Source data
◇ ◇ ◇ ◇ ◇

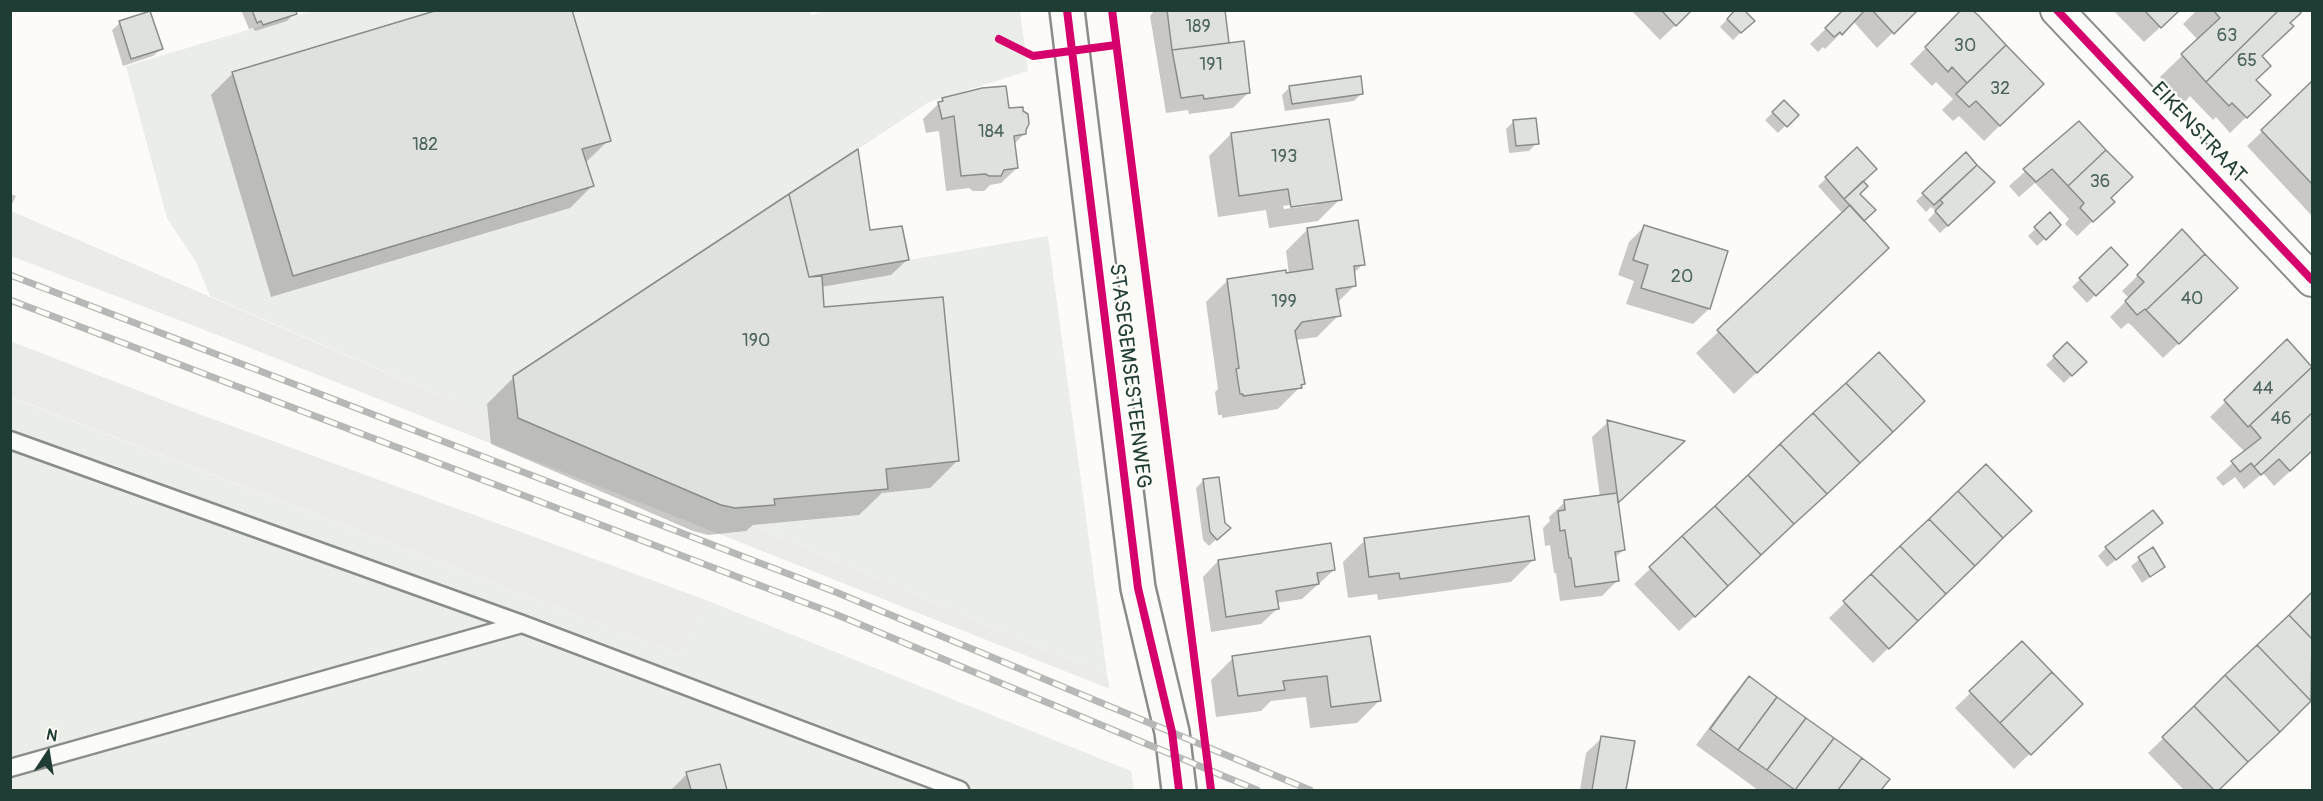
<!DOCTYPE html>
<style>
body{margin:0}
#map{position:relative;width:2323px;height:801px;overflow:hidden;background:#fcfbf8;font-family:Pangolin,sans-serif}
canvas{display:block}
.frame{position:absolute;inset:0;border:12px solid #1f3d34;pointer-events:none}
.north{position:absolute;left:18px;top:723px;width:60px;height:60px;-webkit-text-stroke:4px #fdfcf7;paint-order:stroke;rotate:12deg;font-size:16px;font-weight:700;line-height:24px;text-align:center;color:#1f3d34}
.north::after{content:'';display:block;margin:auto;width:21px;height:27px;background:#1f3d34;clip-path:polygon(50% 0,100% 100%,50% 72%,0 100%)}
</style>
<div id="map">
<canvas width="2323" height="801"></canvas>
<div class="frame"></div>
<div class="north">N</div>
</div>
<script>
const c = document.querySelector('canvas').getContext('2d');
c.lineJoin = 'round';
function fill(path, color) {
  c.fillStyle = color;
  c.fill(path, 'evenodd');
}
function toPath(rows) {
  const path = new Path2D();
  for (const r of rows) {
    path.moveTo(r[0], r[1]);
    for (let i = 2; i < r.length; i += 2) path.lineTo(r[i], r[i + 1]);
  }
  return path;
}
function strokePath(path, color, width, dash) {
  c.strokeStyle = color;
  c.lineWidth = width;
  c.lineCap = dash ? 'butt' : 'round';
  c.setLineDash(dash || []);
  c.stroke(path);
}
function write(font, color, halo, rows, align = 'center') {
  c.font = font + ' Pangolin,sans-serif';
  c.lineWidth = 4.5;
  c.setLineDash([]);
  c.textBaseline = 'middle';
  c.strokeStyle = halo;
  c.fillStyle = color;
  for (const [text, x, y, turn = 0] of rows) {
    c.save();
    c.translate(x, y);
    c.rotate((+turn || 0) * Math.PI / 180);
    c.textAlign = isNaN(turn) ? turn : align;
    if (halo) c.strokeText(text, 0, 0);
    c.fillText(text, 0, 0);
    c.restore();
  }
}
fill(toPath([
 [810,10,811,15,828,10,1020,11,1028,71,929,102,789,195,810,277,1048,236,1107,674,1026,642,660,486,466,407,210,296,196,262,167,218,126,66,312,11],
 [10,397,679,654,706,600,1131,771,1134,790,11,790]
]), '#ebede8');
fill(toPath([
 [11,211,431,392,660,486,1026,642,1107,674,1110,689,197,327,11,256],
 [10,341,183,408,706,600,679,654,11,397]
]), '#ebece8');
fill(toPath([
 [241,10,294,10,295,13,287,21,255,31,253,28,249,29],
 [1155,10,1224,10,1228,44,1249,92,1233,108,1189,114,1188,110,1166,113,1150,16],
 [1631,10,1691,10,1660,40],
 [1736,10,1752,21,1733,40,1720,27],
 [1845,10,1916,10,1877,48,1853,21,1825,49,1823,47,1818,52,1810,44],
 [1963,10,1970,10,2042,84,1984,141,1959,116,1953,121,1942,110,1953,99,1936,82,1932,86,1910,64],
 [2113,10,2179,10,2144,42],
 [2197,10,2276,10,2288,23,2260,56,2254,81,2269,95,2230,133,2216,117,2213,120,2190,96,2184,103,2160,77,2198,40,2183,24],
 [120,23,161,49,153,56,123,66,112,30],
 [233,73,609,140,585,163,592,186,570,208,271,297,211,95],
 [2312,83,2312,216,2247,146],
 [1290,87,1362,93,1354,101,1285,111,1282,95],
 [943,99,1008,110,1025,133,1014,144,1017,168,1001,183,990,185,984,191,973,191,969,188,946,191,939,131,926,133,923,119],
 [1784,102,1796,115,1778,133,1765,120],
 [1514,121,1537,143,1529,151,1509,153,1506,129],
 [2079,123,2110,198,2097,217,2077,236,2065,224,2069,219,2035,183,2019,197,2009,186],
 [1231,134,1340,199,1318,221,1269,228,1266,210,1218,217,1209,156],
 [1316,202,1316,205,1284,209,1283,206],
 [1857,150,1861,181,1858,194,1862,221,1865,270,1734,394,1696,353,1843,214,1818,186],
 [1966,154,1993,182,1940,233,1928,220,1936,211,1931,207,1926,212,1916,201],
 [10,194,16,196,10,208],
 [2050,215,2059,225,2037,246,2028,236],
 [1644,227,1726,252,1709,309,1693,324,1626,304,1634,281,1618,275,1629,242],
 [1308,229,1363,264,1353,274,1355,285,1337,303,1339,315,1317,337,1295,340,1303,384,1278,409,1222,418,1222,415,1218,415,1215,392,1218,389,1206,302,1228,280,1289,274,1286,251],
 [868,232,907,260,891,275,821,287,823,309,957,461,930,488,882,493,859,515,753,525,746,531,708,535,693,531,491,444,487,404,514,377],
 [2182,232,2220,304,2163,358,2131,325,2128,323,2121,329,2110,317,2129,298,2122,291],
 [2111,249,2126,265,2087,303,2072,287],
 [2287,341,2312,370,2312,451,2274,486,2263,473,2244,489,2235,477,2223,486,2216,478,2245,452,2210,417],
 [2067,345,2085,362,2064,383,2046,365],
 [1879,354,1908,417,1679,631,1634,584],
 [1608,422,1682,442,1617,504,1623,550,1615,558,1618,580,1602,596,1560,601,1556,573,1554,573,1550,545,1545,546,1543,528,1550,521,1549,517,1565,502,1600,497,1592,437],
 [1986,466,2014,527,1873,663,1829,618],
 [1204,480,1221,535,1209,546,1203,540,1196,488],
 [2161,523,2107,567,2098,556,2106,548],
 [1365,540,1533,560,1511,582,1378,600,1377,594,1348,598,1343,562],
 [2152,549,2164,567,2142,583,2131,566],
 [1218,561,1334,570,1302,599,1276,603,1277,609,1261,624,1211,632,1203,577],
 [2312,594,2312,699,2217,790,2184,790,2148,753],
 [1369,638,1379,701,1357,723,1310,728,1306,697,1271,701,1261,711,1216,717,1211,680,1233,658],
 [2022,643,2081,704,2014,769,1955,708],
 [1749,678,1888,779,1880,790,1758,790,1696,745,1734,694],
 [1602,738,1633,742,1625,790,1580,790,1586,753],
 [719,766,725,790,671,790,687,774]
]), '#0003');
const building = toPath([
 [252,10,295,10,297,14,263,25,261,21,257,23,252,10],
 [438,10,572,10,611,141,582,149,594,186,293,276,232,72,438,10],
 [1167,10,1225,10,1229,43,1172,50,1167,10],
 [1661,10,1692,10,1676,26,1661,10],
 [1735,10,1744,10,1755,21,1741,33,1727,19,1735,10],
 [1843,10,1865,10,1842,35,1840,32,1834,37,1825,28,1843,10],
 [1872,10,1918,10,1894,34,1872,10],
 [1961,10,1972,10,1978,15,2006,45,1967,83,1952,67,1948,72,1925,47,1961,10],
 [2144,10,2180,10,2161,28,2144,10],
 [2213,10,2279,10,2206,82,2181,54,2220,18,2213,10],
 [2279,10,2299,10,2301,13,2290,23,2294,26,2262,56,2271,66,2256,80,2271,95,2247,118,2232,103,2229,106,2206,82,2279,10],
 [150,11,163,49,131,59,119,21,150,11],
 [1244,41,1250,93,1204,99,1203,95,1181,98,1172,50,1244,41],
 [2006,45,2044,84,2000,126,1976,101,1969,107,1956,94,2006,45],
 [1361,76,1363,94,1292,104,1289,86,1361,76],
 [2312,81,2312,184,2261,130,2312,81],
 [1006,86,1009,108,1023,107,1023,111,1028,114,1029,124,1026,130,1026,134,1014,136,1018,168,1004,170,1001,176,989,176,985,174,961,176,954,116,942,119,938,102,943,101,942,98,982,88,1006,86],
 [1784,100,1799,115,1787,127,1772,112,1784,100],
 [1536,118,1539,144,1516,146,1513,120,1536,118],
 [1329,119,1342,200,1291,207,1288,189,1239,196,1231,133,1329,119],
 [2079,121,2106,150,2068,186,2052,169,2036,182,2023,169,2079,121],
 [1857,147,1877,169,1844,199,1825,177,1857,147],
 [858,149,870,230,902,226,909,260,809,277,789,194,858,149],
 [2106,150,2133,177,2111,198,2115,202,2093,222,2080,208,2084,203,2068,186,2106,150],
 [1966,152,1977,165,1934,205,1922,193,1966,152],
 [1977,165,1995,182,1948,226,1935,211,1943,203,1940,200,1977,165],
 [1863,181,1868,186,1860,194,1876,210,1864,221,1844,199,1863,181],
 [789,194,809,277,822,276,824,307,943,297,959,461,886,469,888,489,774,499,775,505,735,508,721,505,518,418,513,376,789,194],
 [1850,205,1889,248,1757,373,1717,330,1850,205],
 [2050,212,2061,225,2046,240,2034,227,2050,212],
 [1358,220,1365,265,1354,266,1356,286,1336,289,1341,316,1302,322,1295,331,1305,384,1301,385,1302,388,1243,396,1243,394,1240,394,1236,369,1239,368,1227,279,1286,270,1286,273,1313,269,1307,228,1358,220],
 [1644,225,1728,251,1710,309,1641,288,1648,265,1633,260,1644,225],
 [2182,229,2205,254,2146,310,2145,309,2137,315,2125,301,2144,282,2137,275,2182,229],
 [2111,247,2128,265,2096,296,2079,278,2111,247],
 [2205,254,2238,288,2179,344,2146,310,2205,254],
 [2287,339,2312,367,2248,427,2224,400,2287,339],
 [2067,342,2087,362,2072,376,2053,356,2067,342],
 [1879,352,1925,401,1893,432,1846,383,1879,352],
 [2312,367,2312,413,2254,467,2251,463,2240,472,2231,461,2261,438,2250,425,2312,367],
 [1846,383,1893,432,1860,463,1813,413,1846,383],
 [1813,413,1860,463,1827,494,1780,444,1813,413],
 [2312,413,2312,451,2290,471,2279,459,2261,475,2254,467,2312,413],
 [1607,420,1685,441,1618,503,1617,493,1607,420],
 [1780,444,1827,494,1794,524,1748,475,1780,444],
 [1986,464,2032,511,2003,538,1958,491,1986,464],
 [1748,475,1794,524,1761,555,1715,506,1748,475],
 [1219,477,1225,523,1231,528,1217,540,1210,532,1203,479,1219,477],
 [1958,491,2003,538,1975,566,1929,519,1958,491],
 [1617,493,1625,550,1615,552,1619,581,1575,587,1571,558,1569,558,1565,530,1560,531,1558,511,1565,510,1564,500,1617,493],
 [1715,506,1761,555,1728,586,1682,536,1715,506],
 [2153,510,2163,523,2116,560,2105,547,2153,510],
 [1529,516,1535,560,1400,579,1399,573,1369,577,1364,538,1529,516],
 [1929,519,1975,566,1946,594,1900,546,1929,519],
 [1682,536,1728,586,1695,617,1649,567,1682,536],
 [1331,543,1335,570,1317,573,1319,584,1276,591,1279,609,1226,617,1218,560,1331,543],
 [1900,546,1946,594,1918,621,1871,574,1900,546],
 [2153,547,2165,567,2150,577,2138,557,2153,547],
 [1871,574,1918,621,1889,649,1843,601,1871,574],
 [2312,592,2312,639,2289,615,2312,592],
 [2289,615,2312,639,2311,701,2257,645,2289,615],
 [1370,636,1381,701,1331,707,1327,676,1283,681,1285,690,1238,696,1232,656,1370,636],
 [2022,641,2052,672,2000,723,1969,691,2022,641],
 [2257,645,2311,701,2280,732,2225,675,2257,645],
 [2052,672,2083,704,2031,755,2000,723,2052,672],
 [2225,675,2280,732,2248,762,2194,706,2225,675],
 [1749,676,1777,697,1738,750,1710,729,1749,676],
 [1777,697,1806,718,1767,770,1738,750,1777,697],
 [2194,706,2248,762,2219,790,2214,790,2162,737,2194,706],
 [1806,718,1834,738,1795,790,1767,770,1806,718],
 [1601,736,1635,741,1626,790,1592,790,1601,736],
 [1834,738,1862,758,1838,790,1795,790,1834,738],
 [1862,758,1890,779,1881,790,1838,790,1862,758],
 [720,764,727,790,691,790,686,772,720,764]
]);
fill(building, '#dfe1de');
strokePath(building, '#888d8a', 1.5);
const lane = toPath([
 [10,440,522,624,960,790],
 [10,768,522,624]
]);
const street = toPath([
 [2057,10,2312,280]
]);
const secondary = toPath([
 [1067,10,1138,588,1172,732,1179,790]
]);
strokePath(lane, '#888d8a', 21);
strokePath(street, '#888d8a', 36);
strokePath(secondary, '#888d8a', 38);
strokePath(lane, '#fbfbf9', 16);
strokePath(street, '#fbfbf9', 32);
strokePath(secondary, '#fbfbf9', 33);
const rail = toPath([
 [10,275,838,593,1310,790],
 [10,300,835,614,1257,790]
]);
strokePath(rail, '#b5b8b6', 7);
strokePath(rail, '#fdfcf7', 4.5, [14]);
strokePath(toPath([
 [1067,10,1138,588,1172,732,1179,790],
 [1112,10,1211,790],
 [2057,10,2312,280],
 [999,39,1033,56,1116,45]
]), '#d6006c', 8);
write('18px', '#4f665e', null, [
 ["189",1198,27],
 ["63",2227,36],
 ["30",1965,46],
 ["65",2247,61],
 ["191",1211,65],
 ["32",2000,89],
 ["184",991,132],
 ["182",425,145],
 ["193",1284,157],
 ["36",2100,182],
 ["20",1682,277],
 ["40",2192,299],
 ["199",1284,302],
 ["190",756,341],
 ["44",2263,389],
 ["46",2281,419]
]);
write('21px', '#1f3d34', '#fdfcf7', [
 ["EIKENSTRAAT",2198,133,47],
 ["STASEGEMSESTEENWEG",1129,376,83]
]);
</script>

◇ ◇ ◇ ◇ ◇

### Required action
Report, for the data above, every line in which the string "canvas" appears.

### Response box
canvas{display:block}
<canvas width="2323" height="801"></canvas>
const c = document.querySelector('canvas').getContext('2d');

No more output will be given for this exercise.